═════ INFORMATION PROVIDED ═════

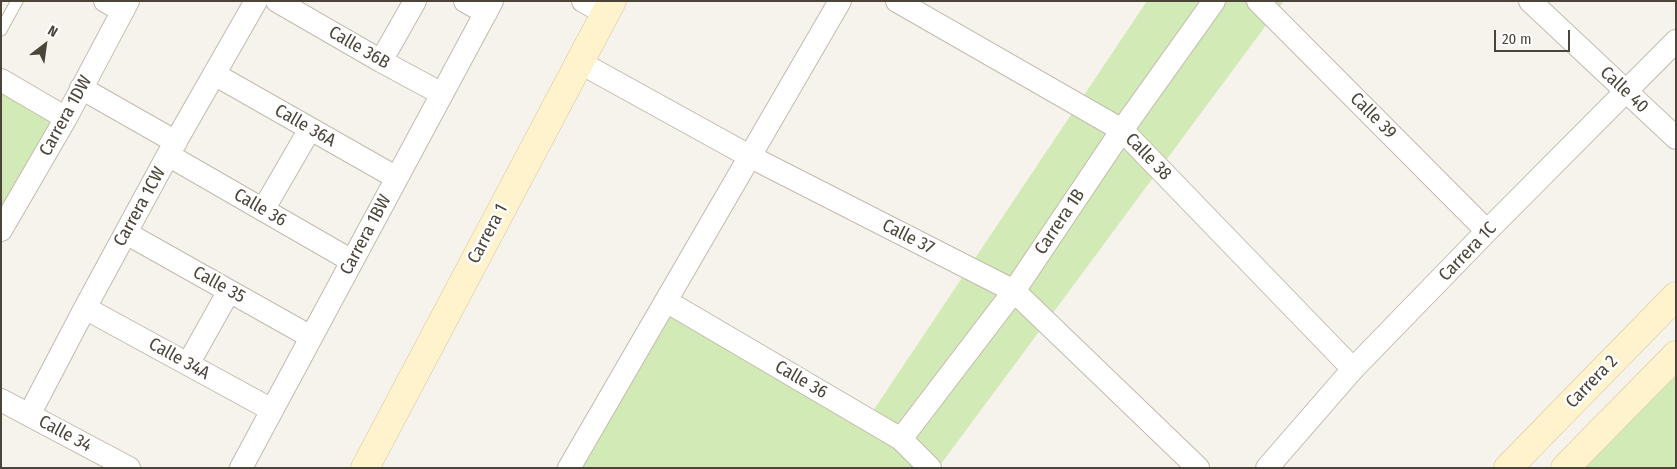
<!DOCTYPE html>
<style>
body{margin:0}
#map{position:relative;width:1677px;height:469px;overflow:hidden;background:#f6f3ec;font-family:"Fira Sans Condensed",sans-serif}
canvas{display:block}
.frame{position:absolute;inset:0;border:2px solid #4b4439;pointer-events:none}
.north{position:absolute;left:20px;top:20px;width:50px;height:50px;-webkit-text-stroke:4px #fff;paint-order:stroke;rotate:30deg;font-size:14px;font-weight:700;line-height:20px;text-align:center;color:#4b4439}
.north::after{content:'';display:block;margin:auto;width:18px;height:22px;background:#4b4439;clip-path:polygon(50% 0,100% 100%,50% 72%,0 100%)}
.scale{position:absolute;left:1494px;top:30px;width:76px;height:22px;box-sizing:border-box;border:2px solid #4b4439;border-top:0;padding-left:6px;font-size:15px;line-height:18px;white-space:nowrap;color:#4b4439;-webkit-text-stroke:4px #fff;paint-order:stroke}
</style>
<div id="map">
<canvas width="1677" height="469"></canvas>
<div class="frame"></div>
<div class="north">N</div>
<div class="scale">20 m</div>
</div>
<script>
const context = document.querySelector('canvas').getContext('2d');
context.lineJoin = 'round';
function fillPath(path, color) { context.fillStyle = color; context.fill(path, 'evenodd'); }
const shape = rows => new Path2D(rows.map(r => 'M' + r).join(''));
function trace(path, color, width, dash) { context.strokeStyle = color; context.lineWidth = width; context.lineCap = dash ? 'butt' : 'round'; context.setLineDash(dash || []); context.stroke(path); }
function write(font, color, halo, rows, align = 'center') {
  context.font = font + ' "Fira Sans Condensed",sans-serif'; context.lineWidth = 5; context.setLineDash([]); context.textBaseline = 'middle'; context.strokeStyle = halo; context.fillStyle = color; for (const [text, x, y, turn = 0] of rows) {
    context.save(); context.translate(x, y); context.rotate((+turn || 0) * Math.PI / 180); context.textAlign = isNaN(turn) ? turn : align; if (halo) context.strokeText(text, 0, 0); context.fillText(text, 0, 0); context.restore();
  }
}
fillPath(shape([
 [1147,1,1284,1,938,468,574,468,666,304,869,417],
 [1,82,64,119,1,228],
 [1676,355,1676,468,1565,468]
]), '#d2eab5');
const service = shape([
 [1,30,17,1]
]);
const minor = shape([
 [105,1,123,11],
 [277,1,381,61,442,94],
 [465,1,486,13],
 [583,1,605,13],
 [897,1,1122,130,1353,369],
 [1258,1,1487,231],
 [1530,1,1676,138],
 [381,61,415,1],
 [579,62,751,157,1014,291,1198,468],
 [214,74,397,178],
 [1,80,66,118],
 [81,88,176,142],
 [168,155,352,261],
 [263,210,310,129],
 [1,230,66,118,128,1],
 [126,233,311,337],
 [666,301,901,439,930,468],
 [85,308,272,410],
 [188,364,229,291],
 [1,400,129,468],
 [29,415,85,308,168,155,256,1],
 [901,439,1014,291,1122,130,1214,1],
 [241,468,492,1],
 [569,468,840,1],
 [1267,468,1353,369,1487,231,1676,41]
]);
const secondary = shape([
 [365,468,612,1],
 [1508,468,1676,296],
 [1565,468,1676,355]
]);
trace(service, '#c2bbae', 13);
trace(minor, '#c2bbae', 24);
trace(secondary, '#d6c79b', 29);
trace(service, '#fff', 11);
trace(minor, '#fff', 22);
trace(secondary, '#fff3cd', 28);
write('18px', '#4b4439', '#fff', [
 ["Calle 36B",359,48,30],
 ["Calle 40",1624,90,43],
 ["Carrera 1DW",66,116,-61],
 ["Calle 39",1373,116,45],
 ["Calle 36A",305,126,30],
 ["Calle 38",1148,157,46],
 ["Carrera 1CW",140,207,-61],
 ["Calle 36",260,208,30],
 ["Carrera 1B",1060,222,-56],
 ["Carrera 1",488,234,-62],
 ["Carrera 1BW",366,235,-62],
 ["Calle 37",908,237,27],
 ["Carrera 1C",1468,252,-46],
 ["Calle 35",219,285,29],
 ["Calle 34A",179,359,29],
 ["Calle 36",801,380,30],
 ["Carrera 2",1592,382,-46],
 ["Calle 34",65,434,28]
]);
</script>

═════

* **TASK STATEMENT**
Provide an exact copy of only the lines from the beginning of the entries through the line containing "context.font = font", both ends included, with no pictures.

* **YOUR SOLUTION**
<!DOCTYPE html>
<style>
body{margin:0}
#map{position:relative;width:1677px;height:469px;overflow:hidden;background:#f6f3ec;font-family:"Fira Sans Condensed",sans-serif}
canvas{display:block}
.frame{position:absolute;inset:0;border:2px solid #4b4439;pointer-events:none}
.north{position:absolute;left:20px;top:20px;width:50px;height:50px;-webkit-text-stroke:4px #fff;paint-order:stroke;rotate:30deg;font-size:14px;font-weight:700;line-height:20px;text-align:center;color:#4b4439}
.north::after{content:'';display:block;margin:auto;width:18px;height:22px;background:#4b4439;clip-path:polygon(50% 0,100% 100%,50% 72%,0 100%)}
.scale{position:absolute;left:1494px;top:30px;width:76px;height:22px;box-sizing:border-box;border:2px solid #4b4439;border-top:0;padding-left:6px;font-size:15px;line-height:18px;white-space:nowrap;color:#4b4439;-webkit-text-stroke:4px #fff;paint-order:stroke}
</style>
<div id="map">
<canvas width="1677" height="469"></canvas>
<div class="frame"></div>
<div class="north">N</div>
<div class="scale">20 m</div>
</div>
<script>
const context = document.querySelector('canvas').getContext('2d');
context.lineJoin = 'round';
function fillPath(path, color) { context.fillStyle = color; context.fill(path, 'evenodd'); }
const shape = rows => new Path2D(rows.map(r => 'M' + r).join(''));
function trace(path, color, width, dash) { context.strokeStyle = color; context.lineWidth = width; context.lineCap = dash ? 'butt' : 'round'; context.setLineDash(dash || []); context.stroke(path); }
function write(font, color, halo, rows, align = 'center') {
  context.font = font + ' "Fira Sans Condensed",sans-serif'; context.lineWidth = 5; context.setLineDash([]); context.textBaseline = 'middle'; context.strokeStyle = halo; context.fillStyle = color; for (const [text, x, y, turn = 0] of rows) {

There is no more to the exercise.